◆ **Exercise brief**: Below are several entries. Transcribe exactly those lines that fall from the one with "12V9h3v3zM5 12V6h3v6zM10 12V3h3v9zM15" through the one with "2 1 2 8 2 1", end lines included.

◆ **Information given**:
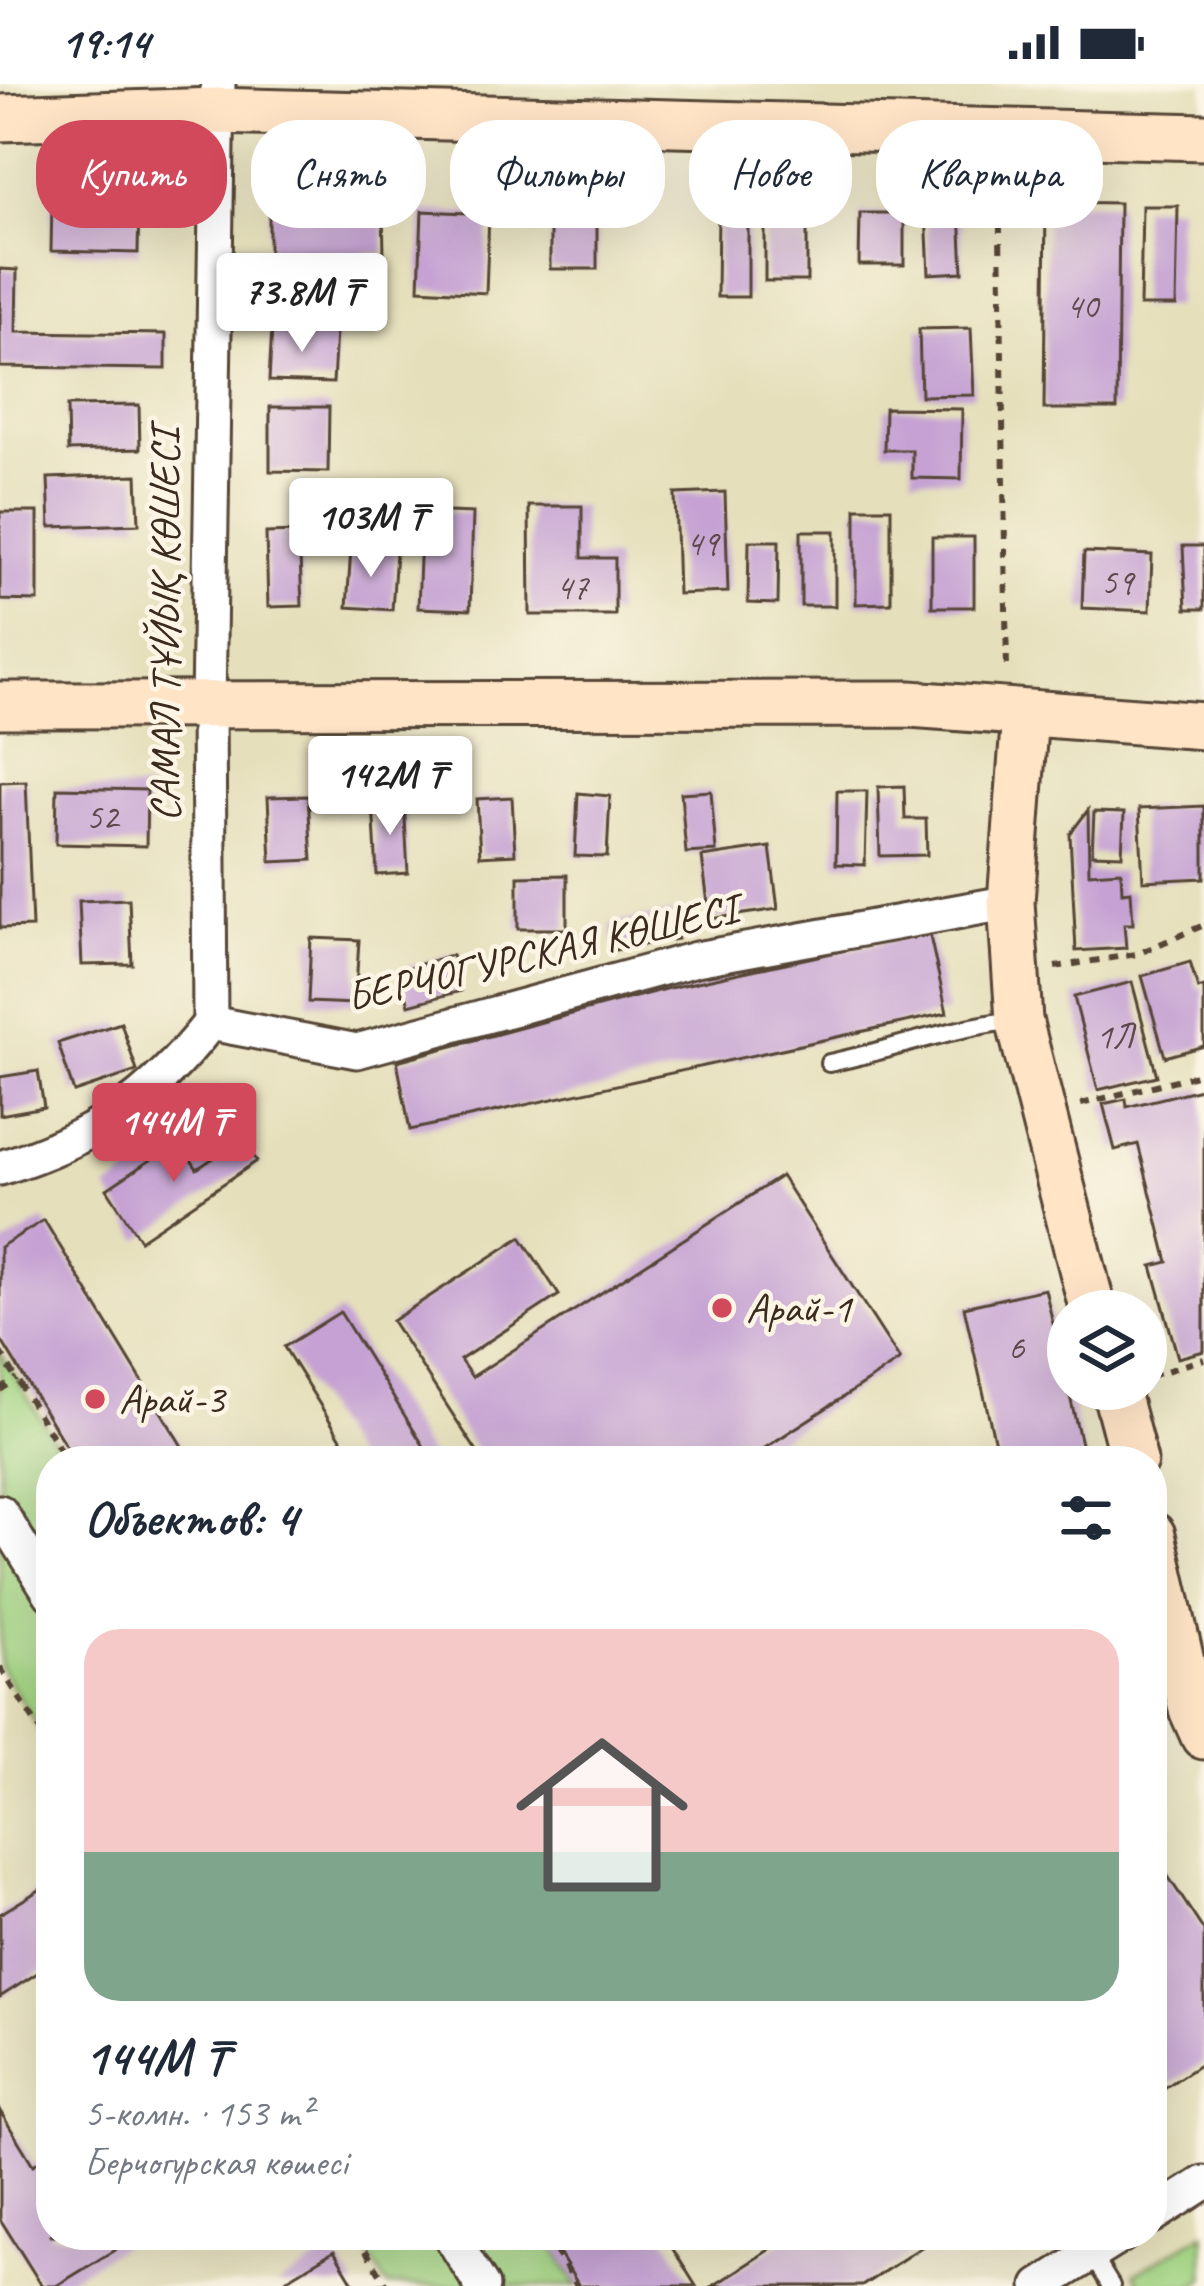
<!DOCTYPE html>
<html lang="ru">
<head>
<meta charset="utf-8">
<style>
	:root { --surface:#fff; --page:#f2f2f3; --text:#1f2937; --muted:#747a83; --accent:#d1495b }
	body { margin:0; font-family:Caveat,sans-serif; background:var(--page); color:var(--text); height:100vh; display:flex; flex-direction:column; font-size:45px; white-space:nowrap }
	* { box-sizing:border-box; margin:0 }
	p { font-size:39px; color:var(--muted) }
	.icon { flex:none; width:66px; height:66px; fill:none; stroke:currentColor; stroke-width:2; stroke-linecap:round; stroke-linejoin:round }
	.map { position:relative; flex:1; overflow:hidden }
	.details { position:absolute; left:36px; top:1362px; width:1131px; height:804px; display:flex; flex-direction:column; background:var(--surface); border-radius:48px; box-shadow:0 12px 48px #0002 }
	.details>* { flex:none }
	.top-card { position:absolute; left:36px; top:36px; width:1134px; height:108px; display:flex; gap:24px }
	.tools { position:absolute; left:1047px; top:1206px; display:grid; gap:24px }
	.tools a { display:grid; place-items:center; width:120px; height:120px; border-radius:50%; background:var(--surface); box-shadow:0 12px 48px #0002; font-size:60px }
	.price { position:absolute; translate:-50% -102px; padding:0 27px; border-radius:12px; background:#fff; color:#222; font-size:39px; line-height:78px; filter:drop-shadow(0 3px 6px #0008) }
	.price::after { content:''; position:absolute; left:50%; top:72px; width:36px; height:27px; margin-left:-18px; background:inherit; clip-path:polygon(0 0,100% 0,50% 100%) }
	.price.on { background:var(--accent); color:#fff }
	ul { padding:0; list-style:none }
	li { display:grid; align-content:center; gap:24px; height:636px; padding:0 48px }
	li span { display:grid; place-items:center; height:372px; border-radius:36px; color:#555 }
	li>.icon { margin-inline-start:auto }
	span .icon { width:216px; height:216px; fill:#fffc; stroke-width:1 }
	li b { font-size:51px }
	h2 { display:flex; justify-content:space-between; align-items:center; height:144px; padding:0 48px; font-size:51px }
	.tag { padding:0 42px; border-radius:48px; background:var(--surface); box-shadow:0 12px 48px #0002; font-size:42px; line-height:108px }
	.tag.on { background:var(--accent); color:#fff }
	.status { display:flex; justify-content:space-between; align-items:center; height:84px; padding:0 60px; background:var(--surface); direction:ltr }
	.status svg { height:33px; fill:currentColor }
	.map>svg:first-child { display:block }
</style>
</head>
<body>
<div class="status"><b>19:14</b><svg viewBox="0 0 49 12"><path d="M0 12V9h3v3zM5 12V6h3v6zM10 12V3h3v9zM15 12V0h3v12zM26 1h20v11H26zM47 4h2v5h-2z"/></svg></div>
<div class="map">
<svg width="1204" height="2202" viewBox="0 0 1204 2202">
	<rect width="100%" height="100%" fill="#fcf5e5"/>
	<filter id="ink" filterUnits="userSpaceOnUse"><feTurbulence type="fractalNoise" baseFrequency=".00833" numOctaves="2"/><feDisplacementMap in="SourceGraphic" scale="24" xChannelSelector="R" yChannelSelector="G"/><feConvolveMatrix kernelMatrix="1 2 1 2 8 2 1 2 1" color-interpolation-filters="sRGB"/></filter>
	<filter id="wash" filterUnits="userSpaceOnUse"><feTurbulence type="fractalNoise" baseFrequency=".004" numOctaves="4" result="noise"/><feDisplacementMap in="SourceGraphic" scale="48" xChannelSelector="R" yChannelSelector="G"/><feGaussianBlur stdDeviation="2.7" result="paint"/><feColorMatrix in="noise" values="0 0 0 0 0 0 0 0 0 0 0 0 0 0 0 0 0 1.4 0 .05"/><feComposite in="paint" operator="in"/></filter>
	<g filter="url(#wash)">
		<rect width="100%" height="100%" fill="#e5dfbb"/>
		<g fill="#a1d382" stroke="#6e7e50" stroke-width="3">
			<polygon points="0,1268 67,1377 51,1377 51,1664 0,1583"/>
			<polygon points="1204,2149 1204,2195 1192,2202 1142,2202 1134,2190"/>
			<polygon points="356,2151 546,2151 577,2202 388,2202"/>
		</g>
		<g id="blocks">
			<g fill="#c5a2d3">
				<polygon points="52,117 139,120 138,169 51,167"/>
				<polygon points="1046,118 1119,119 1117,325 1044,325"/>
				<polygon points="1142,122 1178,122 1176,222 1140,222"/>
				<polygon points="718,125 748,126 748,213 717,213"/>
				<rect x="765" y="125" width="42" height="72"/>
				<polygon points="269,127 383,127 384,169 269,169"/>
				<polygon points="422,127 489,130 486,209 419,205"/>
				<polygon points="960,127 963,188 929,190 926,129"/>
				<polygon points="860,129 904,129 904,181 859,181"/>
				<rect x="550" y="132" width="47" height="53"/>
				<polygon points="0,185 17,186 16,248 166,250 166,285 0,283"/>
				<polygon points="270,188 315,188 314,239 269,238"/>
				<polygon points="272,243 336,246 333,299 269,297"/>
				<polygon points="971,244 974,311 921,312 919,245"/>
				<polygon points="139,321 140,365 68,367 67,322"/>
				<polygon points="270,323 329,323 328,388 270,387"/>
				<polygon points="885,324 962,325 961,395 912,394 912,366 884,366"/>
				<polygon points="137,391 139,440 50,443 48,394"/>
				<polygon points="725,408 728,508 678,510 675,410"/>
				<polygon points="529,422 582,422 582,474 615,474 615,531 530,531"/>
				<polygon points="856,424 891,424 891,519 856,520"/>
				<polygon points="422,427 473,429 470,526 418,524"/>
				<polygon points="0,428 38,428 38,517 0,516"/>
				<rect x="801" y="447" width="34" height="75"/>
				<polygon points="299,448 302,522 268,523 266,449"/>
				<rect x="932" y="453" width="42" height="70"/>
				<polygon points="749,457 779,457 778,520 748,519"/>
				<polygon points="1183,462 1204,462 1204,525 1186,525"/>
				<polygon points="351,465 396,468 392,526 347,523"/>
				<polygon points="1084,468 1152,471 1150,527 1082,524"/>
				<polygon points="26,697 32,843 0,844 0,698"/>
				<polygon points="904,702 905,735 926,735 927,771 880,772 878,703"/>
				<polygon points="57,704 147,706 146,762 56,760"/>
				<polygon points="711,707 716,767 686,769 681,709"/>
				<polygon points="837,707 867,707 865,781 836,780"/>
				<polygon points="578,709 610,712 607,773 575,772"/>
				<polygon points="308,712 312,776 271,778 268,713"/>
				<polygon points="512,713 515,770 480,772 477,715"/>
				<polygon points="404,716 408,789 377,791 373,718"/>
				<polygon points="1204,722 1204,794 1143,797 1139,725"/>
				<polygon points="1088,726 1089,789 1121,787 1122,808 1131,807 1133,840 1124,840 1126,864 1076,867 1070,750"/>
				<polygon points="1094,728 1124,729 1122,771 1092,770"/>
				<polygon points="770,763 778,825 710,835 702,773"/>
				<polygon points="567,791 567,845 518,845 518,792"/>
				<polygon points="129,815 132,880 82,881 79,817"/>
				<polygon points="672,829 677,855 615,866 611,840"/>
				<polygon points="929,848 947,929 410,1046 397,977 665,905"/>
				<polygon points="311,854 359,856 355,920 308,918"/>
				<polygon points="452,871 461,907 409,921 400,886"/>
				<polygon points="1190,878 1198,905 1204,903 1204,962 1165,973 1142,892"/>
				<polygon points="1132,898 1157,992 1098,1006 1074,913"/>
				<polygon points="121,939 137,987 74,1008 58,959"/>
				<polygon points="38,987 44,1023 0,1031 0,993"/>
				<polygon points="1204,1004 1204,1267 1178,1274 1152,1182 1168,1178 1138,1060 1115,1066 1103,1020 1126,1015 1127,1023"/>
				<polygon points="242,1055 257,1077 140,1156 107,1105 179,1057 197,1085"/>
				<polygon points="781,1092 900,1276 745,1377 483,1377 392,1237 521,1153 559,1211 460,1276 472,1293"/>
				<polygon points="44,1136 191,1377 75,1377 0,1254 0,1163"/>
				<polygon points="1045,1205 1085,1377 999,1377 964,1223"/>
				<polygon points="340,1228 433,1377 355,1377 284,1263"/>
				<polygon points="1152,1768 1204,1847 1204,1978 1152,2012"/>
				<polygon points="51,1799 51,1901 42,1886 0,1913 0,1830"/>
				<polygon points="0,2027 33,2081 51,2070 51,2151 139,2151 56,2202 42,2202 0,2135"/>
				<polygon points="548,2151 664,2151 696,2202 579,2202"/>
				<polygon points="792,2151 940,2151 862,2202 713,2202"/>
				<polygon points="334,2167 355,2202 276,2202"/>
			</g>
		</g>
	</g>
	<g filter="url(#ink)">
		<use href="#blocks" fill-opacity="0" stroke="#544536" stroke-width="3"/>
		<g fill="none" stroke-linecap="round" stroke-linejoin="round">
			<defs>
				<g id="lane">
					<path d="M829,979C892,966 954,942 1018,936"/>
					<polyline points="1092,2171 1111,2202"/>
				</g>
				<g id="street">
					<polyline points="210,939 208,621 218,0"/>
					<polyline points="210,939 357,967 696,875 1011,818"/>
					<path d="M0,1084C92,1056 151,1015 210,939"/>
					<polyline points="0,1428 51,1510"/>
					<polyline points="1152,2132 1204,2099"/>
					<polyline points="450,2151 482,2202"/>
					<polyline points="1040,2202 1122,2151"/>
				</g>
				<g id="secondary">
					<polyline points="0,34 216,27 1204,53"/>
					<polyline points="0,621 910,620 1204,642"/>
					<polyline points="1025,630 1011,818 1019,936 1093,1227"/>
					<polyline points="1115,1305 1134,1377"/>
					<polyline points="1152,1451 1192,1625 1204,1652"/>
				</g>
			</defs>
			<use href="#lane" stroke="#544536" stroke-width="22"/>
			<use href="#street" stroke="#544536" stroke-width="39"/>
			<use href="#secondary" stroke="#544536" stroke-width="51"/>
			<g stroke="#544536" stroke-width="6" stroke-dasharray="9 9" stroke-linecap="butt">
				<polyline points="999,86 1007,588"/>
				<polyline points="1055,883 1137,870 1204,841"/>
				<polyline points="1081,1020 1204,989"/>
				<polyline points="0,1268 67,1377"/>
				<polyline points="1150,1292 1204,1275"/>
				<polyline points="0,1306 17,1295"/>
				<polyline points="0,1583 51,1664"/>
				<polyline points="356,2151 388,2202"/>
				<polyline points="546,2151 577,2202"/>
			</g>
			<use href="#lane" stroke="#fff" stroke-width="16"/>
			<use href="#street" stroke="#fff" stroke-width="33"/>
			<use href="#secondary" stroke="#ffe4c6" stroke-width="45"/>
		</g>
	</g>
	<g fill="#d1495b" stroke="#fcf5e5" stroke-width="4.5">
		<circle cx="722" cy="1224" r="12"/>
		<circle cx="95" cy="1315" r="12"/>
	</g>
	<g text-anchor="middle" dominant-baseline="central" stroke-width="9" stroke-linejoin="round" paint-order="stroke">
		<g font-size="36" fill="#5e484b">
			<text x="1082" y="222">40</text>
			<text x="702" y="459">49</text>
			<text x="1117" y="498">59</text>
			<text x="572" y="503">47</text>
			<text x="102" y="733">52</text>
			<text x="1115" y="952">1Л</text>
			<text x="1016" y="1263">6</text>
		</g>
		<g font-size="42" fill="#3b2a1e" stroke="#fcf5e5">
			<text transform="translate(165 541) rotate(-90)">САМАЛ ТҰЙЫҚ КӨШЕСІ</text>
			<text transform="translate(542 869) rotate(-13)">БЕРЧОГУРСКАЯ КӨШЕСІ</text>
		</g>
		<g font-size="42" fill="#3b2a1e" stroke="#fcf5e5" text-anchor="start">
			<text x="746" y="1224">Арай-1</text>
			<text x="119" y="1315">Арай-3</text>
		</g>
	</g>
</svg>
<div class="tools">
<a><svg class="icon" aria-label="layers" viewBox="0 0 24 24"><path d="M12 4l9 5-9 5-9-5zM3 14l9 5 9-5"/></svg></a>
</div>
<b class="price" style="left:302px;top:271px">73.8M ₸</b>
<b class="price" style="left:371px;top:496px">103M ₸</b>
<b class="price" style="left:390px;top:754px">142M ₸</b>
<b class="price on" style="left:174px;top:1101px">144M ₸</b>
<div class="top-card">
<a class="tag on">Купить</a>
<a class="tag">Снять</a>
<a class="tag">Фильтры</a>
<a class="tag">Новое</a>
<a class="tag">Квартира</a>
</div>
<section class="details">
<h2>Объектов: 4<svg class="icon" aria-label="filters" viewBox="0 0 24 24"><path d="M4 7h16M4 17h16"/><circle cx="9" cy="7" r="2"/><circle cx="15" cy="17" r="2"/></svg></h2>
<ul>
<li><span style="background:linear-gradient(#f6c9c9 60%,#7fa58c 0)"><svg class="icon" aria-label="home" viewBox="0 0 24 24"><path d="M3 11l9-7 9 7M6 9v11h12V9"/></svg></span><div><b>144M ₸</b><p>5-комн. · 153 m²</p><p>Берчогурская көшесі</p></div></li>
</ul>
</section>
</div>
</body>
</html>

◆ **Written solution**:
<div class="status"><b>19:14</b><svg viewBox="0 0 49 12"><path d="M0 12V9h3v3zM5 12V6h3v6zM10 12V3h3v9zM15 12V0h3v12zM26 1h20v11H26zM47 4h2v5h-2z"/></svg></div>
<div class="map">
<svg width="1204" height="2202" viewBox="0 0 1204 2202">
	<rect width="100%" height="100%" fill="#fcf5e5"/>
	<filter id="ink" filterUnits="userSpaceOnUse"><feTurbulence type="fractalNoise" baseFrequency=".00833" numOctaves="2"/><feDisplacementMap in="SourceGraphic" scale="24" xChannelSelector="R" yChannelSelector="G"/><feConvolveMatrix kernelMatrix="1 2 1 2 8 2 1 2 1" color-interpolation-filters="sRGB"/></filter>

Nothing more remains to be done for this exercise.